(Dataset entries)
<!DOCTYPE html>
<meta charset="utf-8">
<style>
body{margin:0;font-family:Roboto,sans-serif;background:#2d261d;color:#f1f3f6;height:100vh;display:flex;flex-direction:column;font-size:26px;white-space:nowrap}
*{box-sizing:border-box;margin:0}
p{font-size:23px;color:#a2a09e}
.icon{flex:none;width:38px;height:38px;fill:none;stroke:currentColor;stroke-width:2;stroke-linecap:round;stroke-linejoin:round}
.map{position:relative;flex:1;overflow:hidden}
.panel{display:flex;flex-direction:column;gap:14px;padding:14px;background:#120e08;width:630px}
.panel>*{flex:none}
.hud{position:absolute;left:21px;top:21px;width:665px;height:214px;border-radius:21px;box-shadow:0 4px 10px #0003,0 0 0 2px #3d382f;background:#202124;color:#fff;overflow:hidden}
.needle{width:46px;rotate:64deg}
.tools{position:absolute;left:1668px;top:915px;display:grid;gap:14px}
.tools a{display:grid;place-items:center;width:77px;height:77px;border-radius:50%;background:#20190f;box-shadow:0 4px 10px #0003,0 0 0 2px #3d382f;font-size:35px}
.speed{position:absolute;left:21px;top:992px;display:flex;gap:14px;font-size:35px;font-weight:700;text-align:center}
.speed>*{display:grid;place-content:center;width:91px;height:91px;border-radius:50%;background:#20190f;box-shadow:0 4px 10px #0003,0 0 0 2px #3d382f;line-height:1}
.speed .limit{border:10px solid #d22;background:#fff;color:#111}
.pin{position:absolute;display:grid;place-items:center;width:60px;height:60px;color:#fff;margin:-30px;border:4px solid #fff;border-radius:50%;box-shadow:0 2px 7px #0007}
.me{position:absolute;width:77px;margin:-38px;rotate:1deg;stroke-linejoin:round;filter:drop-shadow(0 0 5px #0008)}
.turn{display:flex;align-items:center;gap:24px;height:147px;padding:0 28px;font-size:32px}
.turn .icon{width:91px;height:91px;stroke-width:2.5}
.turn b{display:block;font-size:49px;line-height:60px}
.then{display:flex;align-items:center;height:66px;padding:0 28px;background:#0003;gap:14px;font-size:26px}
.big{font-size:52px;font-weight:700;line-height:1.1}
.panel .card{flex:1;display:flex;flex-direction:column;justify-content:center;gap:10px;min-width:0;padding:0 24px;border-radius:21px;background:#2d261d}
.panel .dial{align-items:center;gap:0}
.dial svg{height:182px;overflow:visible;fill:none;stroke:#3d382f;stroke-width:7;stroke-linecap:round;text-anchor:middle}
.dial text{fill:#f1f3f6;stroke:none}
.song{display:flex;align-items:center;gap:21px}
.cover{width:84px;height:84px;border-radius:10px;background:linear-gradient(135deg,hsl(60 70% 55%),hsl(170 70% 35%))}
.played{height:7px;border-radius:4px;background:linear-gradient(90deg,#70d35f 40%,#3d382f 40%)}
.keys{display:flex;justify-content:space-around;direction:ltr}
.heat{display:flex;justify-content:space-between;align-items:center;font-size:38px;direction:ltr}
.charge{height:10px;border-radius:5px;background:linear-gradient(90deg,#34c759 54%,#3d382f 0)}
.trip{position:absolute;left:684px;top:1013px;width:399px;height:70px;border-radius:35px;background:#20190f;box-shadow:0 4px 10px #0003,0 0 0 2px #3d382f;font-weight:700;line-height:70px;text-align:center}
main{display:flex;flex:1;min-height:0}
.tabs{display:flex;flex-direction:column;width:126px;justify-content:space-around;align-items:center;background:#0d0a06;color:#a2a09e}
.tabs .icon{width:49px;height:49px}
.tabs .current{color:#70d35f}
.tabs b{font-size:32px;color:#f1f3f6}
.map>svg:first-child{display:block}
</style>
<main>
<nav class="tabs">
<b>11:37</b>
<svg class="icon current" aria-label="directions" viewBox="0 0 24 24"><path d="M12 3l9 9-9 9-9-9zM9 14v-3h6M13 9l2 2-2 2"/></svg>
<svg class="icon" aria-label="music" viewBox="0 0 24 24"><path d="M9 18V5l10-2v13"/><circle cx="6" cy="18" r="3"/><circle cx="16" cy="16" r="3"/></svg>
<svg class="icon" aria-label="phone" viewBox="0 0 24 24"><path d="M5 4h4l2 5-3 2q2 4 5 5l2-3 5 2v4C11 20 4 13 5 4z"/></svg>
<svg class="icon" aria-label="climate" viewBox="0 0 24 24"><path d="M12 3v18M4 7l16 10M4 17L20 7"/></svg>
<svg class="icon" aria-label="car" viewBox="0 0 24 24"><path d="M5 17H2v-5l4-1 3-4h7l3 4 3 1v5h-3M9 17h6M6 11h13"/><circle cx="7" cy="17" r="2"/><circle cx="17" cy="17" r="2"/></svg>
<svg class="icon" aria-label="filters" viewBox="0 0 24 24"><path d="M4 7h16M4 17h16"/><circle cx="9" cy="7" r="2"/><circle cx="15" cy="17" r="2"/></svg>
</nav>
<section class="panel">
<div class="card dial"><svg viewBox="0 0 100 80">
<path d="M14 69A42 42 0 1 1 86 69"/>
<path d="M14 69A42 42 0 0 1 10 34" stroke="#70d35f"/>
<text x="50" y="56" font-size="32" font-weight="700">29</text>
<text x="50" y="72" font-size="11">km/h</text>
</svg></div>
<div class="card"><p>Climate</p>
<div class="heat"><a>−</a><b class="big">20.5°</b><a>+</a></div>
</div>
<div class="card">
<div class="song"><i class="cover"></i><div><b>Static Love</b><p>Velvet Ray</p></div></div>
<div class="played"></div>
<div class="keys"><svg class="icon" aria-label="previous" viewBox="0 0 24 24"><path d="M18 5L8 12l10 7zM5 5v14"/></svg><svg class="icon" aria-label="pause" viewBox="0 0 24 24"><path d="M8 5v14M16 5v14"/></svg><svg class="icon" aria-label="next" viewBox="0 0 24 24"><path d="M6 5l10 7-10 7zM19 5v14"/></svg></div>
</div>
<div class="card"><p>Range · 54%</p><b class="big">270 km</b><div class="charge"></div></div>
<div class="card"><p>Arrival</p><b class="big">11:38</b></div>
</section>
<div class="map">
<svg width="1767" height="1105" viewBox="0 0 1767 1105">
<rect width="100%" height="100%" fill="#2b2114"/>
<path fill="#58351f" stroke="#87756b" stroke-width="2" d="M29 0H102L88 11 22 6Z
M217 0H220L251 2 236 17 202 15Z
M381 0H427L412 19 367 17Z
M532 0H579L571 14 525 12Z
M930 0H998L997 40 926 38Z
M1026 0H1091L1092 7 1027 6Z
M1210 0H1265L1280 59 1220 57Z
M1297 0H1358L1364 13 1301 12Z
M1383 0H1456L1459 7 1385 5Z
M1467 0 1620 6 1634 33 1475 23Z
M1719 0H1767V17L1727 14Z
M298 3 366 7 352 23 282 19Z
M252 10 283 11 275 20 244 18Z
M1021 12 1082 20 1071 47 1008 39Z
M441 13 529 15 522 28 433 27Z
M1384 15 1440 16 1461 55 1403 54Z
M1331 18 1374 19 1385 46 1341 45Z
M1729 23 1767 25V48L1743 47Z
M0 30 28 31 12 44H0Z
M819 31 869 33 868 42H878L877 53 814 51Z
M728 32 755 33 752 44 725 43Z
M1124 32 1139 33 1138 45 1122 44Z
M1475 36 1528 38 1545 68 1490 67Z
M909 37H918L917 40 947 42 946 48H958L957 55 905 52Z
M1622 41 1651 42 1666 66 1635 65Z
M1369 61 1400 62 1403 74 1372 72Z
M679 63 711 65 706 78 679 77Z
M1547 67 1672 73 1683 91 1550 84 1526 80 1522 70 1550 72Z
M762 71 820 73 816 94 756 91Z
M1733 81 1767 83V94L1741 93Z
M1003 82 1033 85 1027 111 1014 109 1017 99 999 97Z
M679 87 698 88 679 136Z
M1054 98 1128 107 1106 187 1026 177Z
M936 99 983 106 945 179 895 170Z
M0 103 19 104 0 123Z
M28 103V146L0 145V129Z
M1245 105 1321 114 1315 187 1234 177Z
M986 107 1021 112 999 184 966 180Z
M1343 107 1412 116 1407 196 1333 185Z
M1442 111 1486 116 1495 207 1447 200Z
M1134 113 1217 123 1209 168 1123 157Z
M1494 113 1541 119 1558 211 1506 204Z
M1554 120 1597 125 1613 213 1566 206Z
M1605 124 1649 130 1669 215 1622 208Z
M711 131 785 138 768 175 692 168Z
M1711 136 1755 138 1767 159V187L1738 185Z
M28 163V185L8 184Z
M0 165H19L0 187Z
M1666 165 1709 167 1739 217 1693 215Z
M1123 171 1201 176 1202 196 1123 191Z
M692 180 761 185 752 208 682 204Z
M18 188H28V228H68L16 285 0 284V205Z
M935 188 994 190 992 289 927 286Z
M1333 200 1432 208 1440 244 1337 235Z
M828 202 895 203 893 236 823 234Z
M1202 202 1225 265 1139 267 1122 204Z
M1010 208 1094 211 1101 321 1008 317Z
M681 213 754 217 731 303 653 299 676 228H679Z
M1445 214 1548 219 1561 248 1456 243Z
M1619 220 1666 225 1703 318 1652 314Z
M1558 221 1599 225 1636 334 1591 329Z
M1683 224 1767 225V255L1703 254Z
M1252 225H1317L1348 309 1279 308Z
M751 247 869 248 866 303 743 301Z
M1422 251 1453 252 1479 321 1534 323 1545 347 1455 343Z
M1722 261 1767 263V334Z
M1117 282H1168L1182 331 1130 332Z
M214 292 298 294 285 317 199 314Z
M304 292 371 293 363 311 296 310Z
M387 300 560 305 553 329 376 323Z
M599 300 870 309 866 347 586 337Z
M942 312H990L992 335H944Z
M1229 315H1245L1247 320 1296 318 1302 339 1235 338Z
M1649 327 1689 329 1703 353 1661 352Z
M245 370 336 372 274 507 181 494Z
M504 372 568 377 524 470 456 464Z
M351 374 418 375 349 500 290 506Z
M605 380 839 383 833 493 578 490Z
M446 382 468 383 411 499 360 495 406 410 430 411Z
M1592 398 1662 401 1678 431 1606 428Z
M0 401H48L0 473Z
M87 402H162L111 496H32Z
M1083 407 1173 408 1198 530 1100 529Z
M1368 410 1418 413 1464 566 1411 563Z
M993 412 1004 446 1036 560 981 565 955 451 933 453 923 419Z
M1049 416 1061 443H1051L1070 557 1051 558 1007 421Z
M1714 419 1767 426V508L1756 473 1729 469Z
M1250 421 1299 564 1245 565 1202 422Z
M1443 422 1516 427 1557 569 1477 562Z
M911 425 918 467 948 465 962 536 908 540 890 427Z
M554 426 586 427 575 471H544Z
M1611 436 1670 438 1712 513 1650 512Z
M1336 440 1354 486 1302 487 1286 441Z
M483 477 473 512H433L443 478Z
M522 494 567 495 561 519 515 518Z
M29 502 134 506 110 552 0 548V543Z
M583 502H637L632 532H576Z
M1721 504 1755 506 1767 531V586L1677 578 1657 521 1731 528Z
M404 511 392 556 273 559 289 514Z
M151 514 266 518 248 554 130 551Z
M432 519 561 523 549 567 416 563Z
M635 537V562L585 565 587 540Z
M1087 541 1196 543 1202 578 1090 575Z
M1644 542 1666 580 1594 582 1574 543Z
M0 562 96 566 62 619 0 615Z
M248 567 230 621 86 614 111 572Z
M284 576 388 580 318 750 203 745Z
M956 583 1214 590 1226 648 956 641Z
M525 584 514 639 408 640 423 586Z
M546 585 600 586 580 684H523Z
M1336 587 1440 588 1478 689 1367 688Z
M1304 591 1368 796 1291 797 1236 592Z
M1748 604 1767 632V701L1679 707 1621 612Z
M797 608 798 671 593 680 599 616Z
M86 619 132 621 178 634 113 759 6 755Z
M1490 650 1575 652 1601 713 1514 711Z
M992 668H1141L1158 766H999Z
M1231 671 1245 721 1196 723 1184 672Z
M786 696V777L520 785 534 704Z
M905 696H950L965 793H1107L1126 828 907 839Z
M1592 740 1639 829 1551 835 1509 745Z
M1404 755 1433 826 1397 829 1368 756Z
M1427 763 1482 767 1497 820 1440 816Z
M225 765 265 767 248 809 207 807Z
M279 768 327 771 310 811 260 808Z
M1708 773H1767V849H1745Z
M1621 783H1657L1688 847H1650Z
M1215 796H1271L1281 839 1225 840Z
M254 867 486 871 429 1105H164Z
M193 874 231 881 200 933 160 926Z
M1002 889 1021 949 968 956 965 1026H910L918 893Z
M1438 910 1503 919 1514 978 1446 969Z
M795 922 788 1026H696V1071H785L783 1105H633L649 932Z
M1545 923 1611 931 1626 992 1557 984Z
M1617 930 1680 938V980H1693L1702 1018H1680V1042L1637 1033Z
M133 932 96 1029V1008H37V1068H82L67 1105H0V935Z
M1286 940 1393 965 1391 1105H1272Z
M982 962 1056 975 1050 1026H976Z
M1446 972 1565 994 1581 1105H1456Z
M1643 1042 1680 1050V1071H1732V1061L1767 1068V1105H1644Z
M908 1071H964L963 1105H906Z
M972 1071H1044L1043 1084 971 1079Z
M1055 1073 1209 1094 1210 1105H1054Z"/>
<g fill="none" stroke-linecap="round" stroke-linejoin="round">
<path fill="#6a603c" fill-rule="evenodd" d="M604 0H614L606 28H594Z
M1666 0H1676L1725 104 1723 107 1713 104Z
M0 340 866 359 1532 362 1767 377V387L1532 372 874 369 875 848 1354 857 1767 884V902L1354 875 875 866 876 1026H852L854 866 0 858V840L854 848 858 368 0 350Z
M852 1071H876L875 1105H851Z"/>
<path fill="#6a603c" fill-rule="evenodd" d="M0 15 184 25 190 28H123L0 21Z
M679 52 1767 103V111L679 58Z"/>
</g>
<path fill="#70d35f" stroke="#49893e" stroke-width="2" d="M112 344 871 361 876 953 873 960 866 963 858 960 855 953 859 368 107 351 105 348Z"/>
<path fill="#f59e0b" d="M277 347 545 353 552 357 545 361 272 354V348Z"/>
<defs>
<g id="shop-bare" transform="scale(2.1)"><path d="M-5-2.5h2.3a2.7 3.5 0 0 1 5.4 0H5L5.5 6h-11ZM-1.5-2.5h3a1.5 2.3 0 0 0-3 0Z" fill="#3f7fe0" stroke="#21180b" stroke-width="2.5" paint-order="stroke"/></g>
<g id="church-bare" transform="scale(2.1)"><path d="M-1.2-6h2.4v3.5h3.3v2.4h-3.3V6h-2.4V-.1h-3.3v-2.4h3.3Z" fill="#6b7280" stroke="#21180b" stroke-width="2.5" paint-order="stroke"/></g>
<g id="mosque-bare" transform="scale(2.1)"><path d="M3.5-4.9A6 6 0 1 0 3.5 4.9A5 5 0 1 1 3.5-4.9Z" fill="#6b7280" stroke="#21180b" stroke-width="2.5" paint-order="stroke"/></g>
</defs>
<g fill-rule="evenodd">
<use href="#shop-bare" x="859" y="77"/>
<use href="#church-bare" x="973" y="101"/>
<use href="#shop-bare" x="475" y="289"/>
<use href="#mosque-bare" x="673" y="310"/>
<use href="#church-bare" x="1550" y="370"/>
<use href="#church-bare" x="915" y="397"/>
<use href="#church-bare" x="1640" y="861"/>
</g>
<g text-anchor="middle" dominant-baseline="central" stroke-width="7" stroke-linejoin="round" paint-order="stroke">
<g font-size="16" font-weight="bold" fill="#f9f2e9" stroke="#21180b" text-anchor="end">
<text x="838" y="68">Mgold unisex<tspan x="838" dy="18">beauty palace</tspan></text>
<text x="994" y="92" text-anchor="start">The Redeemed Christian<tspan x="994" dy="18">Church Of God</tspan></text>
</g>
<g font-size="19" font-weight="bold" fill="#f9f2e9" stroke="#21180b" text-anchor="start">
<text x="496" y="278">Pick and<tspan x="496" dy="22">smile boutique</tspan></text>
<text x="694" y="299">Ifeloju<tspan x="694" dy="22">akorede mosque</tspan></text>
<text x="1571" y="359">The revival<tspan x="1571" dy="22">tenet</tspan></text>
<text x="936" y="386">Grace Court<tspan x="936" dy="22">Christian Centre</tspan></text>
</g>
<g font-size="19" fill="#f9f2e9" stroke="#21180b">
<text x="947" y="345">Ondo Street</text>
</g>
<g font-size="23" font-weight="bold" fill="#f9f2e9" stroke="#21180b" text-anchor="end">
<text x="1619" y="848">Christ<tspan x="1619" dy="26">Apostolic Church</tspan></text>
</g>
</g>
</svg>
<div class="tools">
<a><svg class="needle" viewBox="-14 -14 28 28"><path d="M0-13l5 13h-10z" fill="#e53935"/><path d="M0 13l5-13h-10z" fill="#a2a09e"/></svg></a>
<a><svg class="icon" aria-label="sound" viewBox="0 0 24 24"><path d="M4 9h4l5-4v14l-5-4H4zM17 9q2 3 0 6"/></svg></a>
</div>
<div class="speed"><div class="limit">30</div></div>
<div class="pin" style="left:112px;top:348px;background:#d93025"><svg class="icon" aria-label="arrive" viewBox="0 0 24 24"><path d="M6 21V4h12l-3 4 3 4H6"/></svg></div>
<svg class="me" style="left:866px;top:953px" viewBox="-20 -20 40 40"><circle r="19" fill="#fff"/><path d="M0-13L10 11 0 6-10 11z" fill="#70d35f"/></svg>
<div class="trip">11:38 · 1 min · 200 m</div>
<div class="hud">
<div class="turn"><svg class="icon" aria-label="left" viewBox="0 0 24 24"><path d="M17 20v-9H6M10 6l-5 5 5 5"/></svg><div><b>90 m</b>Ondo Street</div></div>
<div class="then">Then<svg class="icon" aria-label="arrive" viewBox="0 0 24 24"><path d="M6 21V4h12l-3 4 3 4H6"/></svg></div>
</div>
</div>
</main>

Aim of the task: Find the word "limit" in the entries and show each line where it is found.

Result for this exercise:
.speed .limit{border:10px solid #d22;background:#fff;color:#111}
<div class="speed"><div class="limit">30</div></div>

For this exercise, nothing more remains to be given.